• _What is needed_
A complete answer lists every line of the material where the string "linecap" occurs.

• _Task data_
------------

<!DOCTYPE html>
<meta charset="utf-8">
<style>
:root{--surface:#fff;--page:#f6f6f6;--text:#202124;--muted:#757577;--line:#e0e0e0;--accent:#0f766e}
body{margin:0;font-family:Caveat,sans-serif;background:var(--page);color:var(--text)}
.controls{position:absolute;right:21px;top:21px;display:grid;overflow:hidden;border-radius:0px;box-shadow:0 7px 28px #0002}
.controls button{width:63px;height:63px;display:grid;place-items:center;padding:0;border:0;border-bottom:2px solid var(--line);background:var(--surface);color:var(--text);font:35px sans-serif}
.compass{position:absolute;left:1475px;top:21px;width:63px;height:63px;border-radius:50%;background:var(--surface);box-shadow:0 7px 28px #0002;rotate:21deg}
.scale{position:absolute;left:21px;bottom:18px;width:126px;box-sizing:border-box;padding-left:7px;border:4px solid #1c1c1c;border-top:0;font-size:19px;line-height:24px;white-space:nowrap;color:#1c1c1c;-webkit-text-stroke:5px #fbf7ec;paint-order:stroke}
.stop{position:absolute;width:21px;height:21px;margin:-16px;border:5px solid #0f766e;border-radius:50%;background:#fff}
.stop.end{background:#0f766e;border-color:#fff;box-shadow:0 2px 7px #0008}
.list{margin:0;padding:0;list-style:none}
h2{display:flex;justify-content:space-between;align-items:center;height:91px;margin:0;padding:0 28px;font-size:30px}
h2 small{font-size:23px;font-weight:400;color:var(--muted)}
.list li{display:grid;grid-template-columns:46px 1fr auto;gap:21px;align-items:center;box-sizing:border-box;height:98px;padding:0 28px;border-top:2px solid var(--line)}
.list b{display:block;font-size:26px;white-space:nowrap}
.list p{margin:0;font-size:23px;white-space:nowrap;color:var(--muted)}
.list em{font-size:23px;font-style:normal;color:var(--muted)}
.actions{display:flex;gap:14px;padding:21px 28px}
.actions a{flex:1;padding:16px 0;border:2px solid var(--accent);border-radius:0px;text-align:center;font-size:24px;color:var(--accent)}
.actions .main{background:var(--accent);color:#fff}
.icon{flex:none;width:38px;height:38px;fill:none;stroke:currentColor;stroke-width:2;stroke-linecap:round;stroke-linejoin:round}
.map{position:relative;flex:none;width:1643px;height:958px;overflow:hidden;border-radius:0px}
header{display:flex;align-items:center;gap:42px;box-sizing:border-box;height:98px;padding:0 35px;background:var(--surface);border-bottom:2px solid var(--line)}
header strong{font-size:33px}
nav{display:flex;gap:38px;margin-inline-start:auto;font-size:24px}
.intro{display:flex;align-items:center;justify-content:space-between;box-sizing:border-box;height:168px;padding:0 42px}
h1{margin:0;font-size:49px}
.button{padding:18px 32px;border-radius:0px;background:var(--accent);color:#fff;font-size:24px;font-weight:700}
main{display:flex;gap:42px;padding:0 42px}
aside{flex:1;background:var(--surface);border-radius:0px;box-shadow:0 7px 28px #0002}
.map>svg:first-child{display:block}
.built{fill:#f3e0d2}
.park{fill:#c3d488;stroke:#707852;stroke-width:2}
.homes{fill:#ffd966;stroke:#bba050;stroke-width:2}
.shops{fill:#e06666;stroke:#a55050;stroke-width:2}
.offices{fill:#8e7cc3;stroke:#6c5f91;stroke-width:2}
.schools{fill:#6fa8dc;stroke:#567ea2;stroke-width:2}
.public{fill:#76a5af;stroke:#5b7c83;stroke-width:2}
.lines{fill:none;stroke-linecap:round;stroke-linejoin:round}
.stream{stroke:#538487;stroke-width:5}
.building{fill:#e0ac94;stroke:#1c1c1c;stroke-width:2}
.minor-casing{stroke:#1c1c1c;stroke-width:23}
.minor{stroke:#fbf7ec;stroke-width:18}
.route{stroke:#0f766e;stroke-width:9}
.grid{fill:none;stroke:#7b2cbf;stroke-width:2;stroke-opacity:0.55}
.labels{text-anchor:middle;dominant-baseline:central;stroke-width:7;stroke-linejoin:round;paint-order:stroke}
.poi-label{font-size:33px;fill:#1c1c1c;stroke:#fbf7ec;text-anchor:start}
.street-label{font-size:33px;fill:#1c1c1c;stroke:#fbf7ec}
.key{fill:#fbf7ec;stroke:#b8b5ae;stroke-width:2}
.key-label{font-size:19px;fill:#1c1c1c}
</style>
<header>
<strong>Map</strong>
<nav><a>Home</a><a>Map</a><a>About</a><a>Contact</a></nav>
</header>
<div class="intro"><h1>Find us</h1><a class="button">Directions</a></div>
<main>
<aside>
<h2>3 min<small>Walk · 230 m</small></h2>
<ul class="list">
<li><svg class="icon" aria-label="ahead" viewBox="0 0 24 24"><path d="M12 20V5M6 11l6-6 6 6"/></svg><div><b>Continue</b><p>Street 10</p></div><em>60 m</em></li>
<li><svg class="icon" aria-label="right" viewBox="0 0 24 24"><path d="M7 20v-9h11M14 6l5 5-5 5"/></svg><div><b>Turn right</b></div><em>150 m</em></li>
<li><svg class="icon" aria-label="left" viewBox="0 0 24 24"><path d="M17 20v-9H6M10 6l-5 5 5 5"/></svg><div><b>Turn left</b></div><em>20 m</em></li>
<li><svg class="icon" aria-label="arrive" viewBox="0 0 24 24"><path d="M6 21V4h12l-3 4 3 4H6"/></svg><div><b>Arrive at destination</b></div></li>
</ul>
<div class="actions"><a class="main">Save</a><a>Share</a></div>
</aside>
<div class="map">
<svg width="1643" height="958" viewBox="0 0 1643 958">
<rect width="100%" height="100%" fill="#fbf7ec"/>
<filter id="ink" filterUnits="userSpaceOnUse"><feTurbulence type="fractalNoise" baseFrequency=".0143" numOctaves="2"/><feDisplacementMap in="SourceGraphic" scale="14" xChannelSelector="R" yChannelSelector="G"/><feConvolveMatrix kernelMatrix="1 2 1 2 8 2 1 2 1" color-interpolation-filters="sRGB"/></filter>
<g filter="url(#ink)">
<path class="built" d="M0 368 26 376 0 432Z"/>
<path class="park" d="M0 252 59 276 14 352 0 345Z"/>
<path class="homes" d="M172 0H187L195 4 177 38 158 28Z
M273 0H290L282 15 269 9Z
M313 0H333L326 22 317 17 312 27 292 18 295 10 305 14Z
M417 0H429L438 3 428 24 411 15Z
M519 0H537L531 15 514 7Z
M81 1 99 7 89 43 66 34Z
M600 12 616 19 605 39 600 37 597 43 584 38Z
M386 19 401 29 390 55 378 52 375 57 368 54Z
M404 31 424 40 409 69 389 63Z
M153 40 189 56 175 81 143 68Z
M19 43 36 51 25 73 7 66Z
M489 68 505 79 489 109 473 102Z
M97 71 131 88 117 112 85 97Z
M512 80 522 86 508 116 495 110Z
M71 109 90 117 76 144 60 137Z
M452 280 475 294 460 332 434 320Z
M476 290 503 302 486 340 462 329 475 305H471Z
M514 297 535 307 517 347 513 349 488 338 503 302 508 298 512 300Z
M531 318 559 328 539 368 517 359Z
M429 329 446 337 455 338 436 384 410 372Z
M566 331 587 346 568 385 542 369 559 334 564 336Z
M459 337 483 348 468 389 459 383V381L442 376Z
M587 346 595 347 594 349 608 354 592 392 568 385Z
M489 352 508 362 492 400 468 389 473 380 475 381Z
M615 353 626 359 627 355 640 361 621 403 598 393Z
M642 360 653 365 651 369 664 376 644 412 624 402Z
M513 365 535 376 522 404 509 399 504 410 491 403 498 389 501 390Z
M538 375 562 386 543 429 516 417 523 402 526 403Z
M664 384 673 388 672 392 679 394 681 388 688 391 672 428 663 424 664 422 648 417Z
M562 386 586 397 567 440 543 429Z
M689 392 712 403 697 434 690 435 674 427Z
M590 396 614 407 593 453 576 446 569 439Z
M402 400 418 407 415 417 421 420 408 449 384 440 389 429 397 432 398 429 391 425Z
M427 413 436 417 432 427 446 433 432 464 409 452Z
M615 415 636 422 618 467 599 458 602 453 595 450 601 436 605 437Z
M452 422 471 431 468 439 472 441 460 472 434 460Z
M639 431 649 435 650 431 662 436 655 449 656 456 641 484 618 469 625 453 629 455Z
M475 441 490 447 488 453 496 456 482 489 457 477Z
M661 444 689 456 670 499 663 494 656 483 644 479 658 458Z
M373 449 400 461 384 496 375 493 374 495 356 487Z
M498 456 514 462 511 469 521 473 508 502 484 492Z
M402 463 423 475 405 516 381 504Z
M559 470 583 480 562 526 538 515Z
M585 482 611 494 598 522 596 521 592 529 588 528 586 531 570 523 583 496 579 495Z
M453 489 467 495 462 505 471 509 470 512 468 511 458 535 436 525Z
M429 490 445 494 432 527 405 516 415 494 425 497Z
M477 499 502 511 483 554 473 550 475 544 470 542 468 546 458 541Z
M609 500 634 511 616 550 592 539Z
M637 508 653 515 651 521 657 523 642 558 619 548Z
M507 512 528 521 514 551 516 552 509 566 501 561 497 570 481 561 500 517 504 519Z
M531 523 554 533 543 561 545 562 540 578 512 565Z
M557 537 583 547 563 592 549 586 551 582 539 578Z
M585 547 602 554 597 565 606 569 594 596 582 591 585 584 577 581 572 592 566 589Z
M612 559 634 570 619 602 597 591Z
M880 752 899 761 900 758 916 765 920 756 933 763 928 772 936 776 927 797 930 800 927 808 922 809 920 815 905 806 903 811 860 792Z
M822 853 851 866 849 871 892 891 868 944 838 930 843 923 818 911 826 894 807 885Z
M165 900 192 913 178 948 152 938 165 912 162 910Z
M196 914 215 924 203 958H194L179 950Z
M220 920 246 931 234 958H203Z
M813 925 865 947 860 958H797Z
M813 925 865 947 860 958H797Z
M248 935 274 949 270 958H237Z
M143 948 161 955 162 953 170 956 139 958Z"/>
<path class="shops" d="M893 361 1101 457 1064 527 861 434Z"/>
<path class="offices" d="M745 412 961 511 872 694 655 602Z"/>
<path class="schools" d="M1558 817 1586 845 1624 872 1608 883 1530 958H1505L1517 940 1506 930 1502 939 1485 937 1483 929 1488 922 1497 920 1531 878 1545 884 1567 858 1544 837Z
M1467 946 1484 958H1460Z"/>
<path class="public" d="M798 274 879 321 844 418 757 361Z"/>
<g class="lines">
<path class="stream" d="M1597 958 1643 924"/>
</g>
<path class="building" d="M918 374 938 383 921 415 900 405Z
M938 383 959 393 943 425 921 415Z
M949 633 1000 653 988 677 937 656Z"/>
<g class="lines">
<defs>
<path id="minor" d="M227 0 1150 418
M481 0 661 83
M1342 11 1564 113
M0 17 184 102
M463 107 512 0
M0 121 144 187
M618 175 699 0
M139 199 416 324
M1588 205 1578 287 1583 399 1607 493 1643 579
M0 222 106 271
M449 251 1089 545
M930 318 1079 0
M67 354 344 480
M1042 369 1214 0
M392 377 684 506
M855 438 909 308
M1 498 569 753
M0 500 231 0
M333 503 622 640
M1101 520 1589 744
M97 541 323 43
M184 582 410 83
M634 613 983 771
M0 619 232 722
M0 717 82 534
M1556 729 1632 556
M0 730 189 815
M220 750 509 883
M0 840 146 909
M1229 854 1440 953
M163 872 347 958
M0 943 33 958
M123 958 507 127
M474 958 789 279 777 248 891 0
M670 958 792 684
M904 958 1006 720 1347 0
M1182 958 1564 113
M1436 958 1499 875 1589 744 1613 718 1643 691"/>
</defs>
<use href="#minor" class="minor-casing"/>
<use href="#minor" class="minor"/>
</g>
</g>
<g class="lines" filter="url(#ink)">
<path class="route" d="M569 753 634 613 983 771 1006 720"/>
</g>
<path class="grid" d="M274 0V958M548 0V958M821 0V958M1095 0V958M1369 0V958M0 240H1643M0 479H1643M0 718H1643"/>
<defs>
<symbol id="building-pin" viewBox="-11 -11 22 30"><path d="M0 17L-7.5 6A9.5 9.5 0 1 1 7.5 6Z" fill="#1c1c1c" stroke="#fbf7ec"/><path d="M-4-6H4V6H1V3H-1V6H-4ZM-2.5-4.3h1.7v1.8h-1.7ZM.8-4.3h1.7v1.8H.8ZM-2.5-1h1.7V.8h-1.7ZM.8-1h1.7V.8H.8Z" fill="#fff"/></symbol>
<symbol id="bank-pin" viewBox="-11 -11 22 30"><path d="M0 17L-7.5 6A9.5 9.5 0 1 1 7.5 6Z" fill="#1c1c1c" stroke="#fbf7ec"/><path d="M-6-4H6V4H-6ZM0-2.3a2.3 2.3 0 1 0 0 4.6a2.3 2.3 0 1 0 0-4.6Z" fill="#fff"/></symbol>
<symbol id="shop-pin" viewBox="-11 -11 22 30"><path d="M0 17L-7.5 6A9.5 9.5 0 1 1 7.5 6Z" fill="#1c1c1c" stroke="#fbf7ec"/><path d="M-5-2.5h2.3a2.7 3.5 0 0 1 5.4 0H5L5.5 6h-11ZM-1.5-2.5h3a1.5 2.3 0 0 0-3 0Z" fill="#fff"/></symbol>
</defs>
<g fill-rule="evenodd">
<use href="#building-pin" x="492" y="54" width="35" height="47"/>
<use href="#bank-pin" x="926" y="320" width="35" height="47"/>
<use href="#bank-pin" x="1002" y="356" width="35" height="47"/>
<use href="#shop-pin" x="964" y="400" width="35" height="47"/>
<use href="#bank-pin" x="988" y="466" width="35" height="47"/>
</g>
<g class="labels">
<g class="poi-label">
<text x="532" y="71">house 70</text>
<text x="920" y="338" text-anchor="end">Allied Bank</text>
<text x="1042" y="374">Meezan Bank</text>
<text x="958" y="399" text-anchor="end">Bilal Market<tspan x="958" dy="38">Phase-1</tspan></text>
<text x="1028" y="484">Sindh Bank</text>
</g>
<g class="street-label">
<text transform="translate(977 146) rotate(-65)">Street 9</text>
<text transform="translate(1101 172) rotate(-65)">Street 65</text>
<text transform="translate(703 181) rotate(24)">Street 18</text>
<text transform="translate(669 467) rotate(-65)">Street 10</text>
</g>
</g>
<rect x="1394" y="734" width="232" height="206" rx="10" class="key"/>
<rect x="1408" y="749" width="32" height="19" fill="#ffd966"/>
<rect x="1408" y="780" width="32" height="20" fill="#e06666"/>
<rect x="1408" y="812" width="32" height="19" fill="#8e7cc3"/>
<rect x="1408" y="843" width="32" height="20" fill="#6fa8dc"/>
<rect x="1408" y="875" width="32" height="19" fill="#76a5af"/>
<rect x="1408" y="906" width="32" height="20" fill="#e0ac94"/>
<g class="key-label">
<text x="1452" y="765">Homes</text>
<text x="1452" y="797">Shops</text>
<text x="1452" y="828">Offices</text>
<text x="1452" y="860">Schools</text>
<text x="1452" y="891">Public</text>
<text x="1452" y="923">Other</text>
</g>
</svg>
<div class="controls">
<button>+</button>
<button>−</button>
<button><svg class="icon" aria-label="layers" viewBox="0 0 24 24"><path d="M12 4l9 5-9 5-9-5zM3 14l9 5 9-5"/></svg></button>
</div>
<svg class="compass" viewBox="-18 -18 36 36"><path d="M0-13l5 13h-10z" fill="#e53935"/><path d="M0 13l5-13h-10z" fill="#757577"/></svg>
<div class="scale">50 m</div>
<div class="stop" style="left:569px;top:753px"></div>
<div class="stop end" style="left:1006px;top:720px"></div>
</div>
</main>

------------

• _Task result_
.icon{flex:none;width:38px;height:38px;fill:none;stroke:currentColor;stroke-width:2;stroke-linecap:round;stroke-linejoin:round}
.lines{fill:none;stroke-linecap:round;stroke-linejoin:round}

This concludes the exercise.